"C'est comme
si ma vie entière était un tapis qu'on avait brusquement retiré
sous mes pieds, mais au lieu de retourner sur le sol, je chute sans
fin. Et je ne sais pas où se trouve le fond"
Cette réflexion,
Alex McKay, jeune homme effacé, la partage avec John, un homme qui a
accepté de le prendre à bord de sa voiture, sur le parking de
l'hôpital dont Alex venait de s'évader, pour échapper à la
surveillance de la police postée à la porte de sa chambre... Ce
séjour à l'hôpital est le point d'orgue d'une succession
d'événements qui ont débuté par la visite d'Alex à Robert, son
grand-père, à sa maison de retraite. Une visite déstabilisante
pour le petit-fils : il commence par apprendre que le grand-père en
question est mort depuis un mois, et ensuite, on lui remet, en
échange, une boîte en carton, pour solde de tout souvenir.
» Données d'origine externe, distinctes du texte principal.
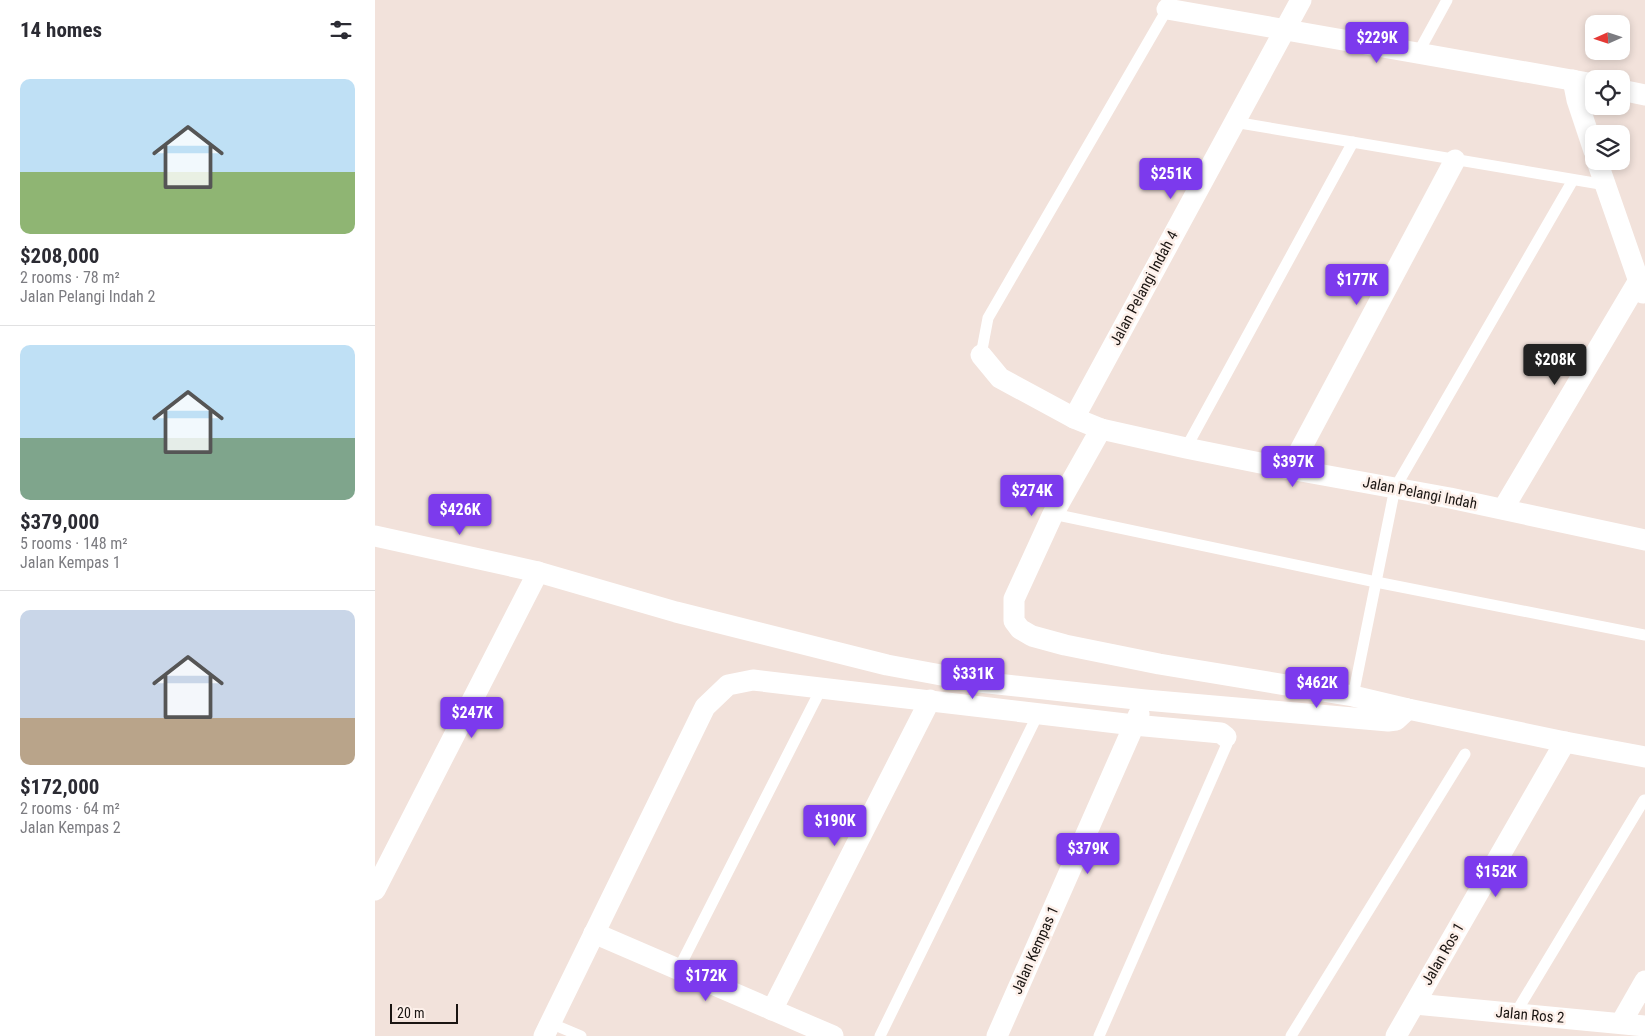 <!DOCTYPE html>
<html lang="en">
<head>
<meta charset="utf-8">
<style>
	body { margin:0; font-family:"Roboto Condensed",sans-serif; background:#f2f2f3; color:#2b2b33; height:100vh; display:flex; flex-direction:column; font-size:19px; white-space:nowrap }
	* { box-sizing:border-box; margin:0 }
	p { font-size:16px; color:#7c7c81 }
	.icon { flex:none; width:28px; height:28px; fill:none; stroke:currentColor; stroke-width:2; stroke-linecap:round; stroke-linejoin:round }
	.map { position:relative; flex:1; overflow:hidden }
	.drawer { display:flex; flex-direction:column; background:#fff; width:375px }
	.drawer>* { flex:none }
	.needle { width:32px; rotate:267deg }
	.buttons { position:absolute; left:1210px; top:15px; display:grid; gap:10px }
	.buttons a { display:grid; place-items:center; width:45px; height:45px; border-radius:10px; background:#fff; box-shadow:0 2px 8px #0003; font-size:25px }
	.scale { position:absolute; left:15px; bottom:12px; width:68px; box-sizing:border-box; padding-left:5px; border:2px solid #1a1512; border-top:0; font-size:14px; line-height:18px; white-space:nowrap; color:#1a1512; -webkit-text-stroke:4px #fdf0ea; paint-order:stroke }
	.price { position:absolute; translate:-50% -42px; padding:0 11px; border-radius:5px; background:#7c3aed; color:#fff; font-size:16px; line-height:32px; filter:drop-shadow(0 1px 2px #0008) }
	.price::after { content:''; position:absolute; left:50%; top:30px; width:15px; height:11px; margin-left:-8px; background:inherit; clip-path:polygon(0 0,100% 0,50% 100%) }
	.price.selected { background:#222; color:#fff }
	ul { padding:0; list-style:none }
	li { display:grid; align-content:center; gap:10px; height:265px; padding:0 20px }
	li+li { border-top:1px solid #e1e1e2 }
	li span { display:grid; place-items:center; height:155px; border-radius:10px; color:#555 }
	li>.icon { margin-inline-start:auto }
	span .icon { width:90px; height:90px; fill:#fffc; stroke-width:1 }
	li b { font-size:21px }
	h2 { display:flex; justify-content:space-between; align-items:center; height:60px; padding:0 20px; font-size:21px }
	main { display:flex; flex:1; min-height:0 }
	.map>svg:first-child { display:block }
</style>
</head>
<body>
<main>
<section class="drawer">
<h2>14 homes<svg class="icon" aria-label="filters" viewBox="0 0 24 24"><path d="M4 7h16M4 17h16"/><circle cx="9" cy="7" r="2"/><circle cx="15" cy="17" r="2"/></svg></h2>
<ul>
<li><span style="background:linear-gradient(#bfe0f5 60%,#8fb573 0)"><svg class="icon" aria-label="home" viewBox="0 0 24 24"><path d="M3 11l9-7 9 7M6 9v11h12V9"/></svg></span><div><b>$208,000</b><p>2 rooms · 78 m²</p><p>Jalan Pelangi Indah 2</p></div></li>
<li><span style="background:linear-gradient(#bfe0f5 60%,#7fa58c 0)"><svg class="icon" aria-label="home" viewBox="0 0 24 24"><path d="M3 11l9-7 9 7M6 9v11h12V9"/></svg></span><div><b>$379,000</b><p>5 rooms · 148 m²</p><p>Jalan Kempas 1</p></div></li>
<li><span style="background:linear-gradient(#c9d6e8 70%,#b9a48a 0)"><svg class="icon" aria-label="home" viewBox="0 0 24 24"><path d="M3 11l9-7 9 7M6 9v11h12V9"/></svg></span><div><b>$172,000</b><p>2 rooms · 64 m²</p><p>Jalan Kempas 2</p></div></li>
</ul>
</section>
<div class="map">
<svg width="1270" height="1036" viewBox="0 0 1270 1036">
	<rect width="100%" height="100%" fill="#f2e2db"/>
	<g fill="none" stroke-linecap="round" stroke-linejoin="round">
		<g stroke="#fff" stroke-width="11">
			<path d="M 1043,53 L 1072,0"/>
			<path d="M 859,122 L 1231,185"/>
			<path d="M 606,355 L 613,318 L 794,6"/>
			<path d="M 811,448 L 978,142"/>
			<path d="M 678,514 L 1001,582 L 1270,635"/>
			<path d="M 978,696 L 1020,488 L 1198,180"/>
			<path d="M 303,970 L 447,687"/>
			<path d="M 1140,1014 L 1269,800"/>
			<path d="M 175,1023 L 206,1036"/>
			<path d="M 505,1036 L 664,712"/>
			<path d="M 724,1036 L 852,744 L 851,737"/>
			<path d="M 916,1036 L 1090,754"/>
		</g>
		<g stroke="#fff" stroke-width="21">
			<path d="M 792,9 L 1219,84"/>
			<path d="M 1198,80 L 1202,100 L 1219,151"/>
			<path d="M 1246,90 L 1270,95"/>
			<path d="M 1222,161 L 1268,293"/>
			<path d="M 606,355 L 625,378 L 699,418 L 726,429 L 811,448 L 915,469 L 1075,498 L 1270,540"/>
			<path d="M 699,418 L 926,0"/>
			<path d="M 726,429 L 678,514 L 639,599 L 639,621 L 645,629 L 657,636 L 690,645 L 784,664 L 978,696 L 1033,709 L 1190,742 L 1270,757"/>
			<path d="M 915,469 L 1080,160"/>
			<path d="M 1128,509 L 1264,280"/>
			<path d="M 0,536 L 163,572 L 301,612 L 512,665 L 604,682 L 770,700 L 1013,721 L 1021,720 L 1033,709"/>
			<path d="M 0,890 L 163,572"/>
			<path d="M 219,933 L 458,1036"/>
			<path d="M 1040,1004 L 1270,1026"/>
			<path d="M 397,1010 L 555,700"/>
			<path d="M 1246,1023 L 1270,981"/>
			<path d="M 169,1036 L 330,707 L 353,685 L 378,680 L 759,725 L 846,733 L 851,737"/>
			<path d="M 622,1036 L 764,714"/>
			<path d="M 1021,1036 L 1190,742"/>
		</g>
	</g>
	<g text-anchor="middle" dominant-baseline="central" stroke-width="5" stroke-linejoin="round" paint-order="stroke">
		<g font-size="15" fill="#1a1512" stroke="#fdf0ea">
			<text transform="translate(769 288) rotate(-62)">Jalan Pelangi Indah 4</text>
			<text transform="translate(1045 493) rotate(11)">Jalan Pelangi Indah</text>
			<text transform="translate(660 950) rotate(-66)">Jalan Kempas 1</text>
			<text transform="translate(1068 954) rotate(-60)">Jalan Ros 1</text>
			<text transform="translate(1155 1015) rotate(5)">Jalan Ros 2</text>
		</g>
	</g>
</svg>
<div class="buttons">
<a><svg class="needle" viewBox="-14 -14 28 28"><path d="M0-13l5 13h-10z" fill="#e53935"/><path d="M0 13l5-13h-10z" fill="#7c7c81"/></svg></a>
<a><svg class="icon" aria-label="locate" viewBox="0 0 24 24"><circle cx="12" cy="12" r="6"/><path d="M12 2v4M12 18v4M2 12h4M18 12h4"/></svg></a>
<a><svg class="icon" aria-label="layers" viewBox="0 0 24 24"><path d="M12 4l9 5-9 5-9-5zM3 14l9 5 9-5"/></svg></a>
</div>
<div class="scale">20 m</div>
<b class="price" style="left:1002px;top:64px">$229K</b>
<b class="price" style="left:796px;top:200px">$251K</b>
<b class="price" style="left:982px;top:306px">$177K</b>
<b class="price selected" style="left:1180px;top:386px">$208K</b>
<b class="price" style="left:918px;top:488px">$397K</b>
<b class="price" style="left:657px;top:517px">$274K</b>
<b class="price" style="left:85px;top:536px">$426K</b>
<b class="price" style="left:598px;top:700px">$331K</b>
<b class="price" style="left:942px;top:709px">$462K</b>
<b class="price" style="left:97px;top:739px">$247K</b>
<b class="price" style="left:460px;top:847px">$190K</b>
<b class="price" style="left:713px;top:875px">$379K</b>
<b class="price" style="left:1121px;top:898px">$152K</b>
<b class="price" style="left:331px;top:1002px">$172K</b>
</div>
</main>
</body>
</html>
A
l'intérieur, Alex découvre une photo étonnante d'un Robert MacKay
souriant, une belle et mystérieuse blonde à lunettes noires à ses
côtés. En légende : "Visite de D. 13/05". Muni de ce
seul indice, Alex tente d'identifier la jeune femme, et petit à
petit, il va être pris dans une spirale infernale qui le conduira,
donc, à la voiture de ce John, un homme disposé à l'écouter et
le croire. Mais ce que ne sait pas Alex c'est qu'il est loin d'en
avoir fini avec cette histoire, et qu'en fait de point d'orgue, le
passage à l'hôpital et la rencontre avec John sont plutôt de
nouvelles portes qui s'ouvrent. Mais vers quoi ? Mystère...
Voici un album
vraiment déroutant, comme ma tentative de vous en restituer
l'ambiance peut vous laisser le supposer. A mi-chemin entre le
thriller teinté de surnaturel, et la quête intérieure, "San
Titulo" est une oeuvre qui ne se laisse à aucun moment enfermer
dans un genre, et qui appelle plus d'une lecture. Alex MacKay est
déboussolé par tout ce qu'il découvre au fur et à mesure de sa
quête, faite de découvertes qui se téléscopent avec des images
mentales inquiétantes et des souvenirs d'enfance parfois
terrifiants. Pris dans un tourbillon aux accents parfois kafkaiens,
le héros paumé de Cameron Stewart pourrait tout aussi bien arpenter
Mullholland Drive, tant la réalité qui est la sienne passe son
temps à se distordre. On le suit dans sa recherche de la vérité,
comme dans un long rêve, et Sin Titulo s'ouvre d'ailleurs par un
prologue en forme de songe récurrent. Et se termine par une case
noire... comme il avait commencé. Entre ces deux vignettes, 1278
autres, en bichromie sépia, alignées implacablement sur 160 pages,
imposent leur rythme lancinant, quasi-fascinant.
Vainqueur d'un
Eisner Award en 2010; (celui du Webcomic), Sin Titulo est une
bande dessinée américaine en marge de la production habituelle, ne
serait-ce que par sa forme, plus proche du comics-strip que du
comic-book habituel. D'abord publiée en ligne, elle parait en France chez Ankama sous le label Hostile Holster,
qui n'a jamais hésité à faire preuve d'audace et de curiosité .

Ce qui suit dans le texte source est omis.